When the string "heading" occurs in a line of the listing below, return that line.

---

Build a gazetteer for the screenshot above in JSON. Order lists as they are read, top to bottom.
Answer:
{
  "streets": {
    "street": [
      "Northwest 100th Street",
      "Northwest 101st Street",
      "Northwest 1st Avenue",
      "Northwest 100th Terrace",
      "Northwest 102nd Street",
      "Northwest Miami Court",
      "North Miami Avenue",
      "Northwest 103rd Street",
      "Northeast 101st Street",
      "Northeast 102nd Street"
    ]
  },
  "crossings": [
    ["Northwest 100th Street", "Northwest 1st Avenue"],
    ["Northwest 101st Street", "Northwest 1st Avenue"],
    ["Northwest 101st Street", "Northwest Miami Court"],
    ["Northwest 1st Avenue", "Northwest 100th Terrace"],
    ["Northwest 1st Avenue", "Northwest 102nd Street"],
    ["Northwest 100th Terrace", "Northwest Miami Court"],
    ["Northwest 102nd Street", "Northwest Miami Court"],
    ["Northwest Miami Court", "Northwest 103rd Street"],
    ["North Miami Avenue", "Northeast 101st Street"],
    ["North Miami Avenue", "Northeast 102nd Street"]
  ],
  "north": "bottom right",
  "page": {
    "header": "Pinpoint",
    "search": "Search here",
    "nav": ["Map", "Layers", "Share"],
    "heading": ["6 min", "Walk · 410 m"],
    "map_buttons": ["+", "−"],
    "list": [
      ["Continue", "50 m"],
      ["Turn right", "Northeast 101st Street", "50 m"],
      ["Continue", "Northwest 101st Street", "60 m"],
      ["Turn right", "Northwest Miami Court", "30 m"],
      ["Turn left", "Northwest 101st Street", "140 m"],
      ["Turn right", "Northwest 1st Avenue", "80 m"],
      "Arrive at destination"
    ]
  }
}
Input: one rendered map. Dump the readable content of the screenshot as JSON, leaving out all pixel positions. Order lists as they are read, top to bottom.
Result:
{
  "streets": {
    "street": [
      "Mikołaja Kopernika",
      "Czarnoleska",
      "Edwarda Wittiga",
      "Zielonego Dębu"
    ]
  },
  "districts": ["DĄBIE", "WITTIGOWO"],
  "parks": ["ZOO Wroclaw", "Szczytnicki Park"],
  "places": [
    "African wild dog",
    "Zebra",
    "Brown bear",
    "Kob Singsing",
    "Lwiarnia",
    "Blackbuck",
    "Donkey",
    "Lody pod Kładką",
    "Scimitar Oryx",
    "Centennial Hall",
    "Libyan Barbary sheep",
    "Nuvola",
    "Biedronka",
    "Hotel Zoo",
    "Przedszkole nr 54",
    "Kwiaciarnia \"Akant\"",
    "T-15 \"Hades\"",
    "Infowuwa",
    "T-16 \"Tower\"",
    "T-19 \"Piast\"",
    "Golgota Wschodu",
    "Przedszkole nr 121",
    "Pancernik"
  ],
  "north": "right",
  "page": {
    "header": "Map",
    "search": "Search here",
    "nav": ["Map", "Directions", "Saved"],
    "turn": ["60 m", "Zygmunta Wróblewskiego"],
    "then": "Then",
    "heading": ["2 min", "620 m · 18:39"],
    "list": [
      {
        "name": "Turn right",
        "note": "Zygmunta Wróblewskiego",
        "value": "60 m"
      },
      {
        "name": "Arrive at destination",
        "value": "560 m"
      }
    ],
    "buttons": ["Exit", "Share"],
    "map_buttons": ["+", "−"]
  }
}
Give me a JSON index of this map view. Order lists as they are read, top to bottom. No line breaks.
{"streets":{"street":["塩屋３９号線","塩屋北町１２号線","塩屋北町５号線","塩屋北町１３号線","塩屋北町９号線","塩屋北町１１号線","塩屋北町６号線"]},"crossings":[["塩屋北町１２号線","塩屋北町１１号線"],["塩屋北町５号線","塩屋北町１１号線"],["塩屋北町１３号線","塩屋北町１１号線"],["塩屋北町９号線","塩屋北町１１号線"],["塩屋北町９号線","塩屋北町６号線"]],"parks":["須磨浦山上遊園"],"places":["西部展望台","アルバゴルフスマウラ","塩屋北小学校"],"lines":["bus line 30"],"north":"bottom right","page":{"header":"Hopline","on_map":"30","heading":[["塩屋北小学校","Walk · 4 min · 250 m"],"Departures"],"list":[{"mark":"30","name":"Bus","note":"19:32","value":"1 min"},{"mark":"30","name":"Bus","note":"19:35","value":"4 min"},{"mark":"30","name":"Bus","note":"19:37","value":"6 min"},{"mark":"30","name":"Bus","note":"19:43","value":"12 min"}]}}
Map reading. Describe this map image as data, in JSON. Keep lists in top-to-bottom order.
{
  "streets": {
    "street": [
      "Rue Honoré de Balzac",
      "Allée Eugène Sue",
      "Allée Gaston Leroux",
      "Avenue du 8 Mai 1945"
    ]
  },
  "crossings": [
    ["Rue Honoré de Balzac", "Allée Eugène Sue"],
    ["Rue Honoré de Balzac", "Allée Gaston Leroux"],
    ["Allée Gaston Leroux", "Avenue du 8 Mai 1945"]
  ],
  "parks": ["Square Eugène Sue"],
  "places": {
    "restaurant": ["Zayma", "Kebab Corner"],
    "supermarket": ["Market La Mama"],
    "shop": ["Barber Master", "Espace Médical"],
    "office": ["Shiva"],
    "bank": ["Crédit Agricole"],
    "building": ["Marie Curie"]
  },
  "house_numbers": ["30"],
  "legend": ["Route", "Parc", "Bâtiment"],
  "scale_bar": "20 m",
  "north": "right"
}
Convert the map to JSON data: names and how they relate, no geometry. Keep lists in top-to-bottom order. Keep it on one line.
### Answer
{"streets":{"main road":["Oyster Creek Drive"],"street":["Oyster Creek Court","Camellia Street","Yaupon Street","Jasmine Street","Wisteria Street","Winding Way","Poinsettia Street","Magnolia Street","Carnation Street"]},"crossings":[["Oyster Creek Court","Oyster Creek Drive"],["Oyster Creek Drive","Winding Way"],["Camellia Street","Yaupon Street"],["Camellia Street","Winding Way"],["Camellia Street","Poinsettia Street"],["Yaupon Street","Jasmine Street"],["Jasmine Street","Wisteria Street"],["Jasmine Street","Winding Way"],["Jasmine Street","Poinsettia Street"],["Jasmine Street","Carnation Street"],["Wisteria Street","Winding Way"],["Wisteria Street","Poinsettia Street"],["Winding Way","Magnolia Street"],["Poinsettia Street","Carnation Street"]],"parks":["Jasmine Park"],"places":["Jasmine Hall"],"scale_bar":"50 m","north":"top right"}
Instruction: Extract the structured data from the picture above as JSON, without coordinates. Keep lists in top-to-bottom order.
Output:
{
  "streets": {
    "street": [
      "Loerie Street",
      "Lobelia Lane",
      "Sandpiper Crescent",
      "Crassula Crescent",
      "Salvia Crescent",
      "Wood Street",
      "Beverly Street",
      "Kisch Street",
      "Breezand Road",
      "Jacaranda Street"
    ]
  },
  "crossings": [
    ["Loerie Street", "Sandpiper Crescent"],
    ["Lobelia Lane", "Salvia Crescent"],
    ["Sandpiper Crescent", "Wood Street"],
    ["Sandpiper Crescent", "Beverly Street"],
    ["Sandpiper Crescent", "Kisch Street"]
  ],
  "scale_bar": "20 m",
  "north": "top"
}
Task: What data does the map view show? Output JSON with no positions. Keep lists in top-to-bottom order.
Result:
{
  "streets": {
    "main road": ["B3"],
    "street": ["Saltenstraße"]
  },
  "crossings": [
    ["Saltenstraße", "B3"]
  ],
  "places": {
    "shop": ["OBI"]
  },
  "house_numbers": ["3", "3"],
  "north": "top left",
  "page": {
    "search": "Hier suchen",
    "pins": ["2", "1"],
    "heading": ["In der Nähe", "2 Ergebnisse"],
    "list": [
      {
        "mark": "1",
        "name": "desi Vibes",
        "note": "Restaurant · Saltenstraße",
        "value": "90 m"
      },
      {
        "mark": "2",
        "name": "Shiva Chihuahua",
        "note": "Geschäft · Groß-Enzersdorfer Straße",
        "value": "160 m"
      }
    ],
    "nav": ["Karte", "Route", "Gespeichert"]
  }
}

---

### EXERCISE ANSWER
    "heading": ["6 min", "Walk · 410 m"],
    "heading": ["2 min", "620 m · 18:39"],
{"streets":{"street":["塩屋３９号線","塩屋北町１２号線","塩屋北町５号線","塩屋北町１３号線","塩屋北町９号線","塩屋北町１１号線","塩屋北町６号線"]},"crossings":[["塩屋北町１２号線","塩屋北町１１号線"],["塩屋北町５号線","塩屋北町１１号線"],["塩屋北町１３号線","塩屋北町１１号線"],["塩屋北町９号線","塩屋北町１１号線"],["塩屋北町９号線","塩屋北町６号線"]],"parks":["須磨浦山上遊園"],"places":["西部展望台","アルバゴルフスマウラ","塩屋北小学校"],"lines":["bus line 30"],"north":"bottom right","page":{"header":"Hopline","on_map":"30","heading":[["塩屋北小学校","Walk · 4 min · 250 m"],"Departures"],"list":[{"mark":"30","name":"Bus","note":"19:32","value":"1 min"},{"mark":"30","name":"Bus","note":"19:35","value":"4 min"},{"mark":"30","name":"Bus","note":"19:37","value":"6 min"},{"mark":"30","name":"Bus","note":"19:43","value":"12 min"}]}}
    "heading": ["In der Nähe", "2 Ergebnisse"],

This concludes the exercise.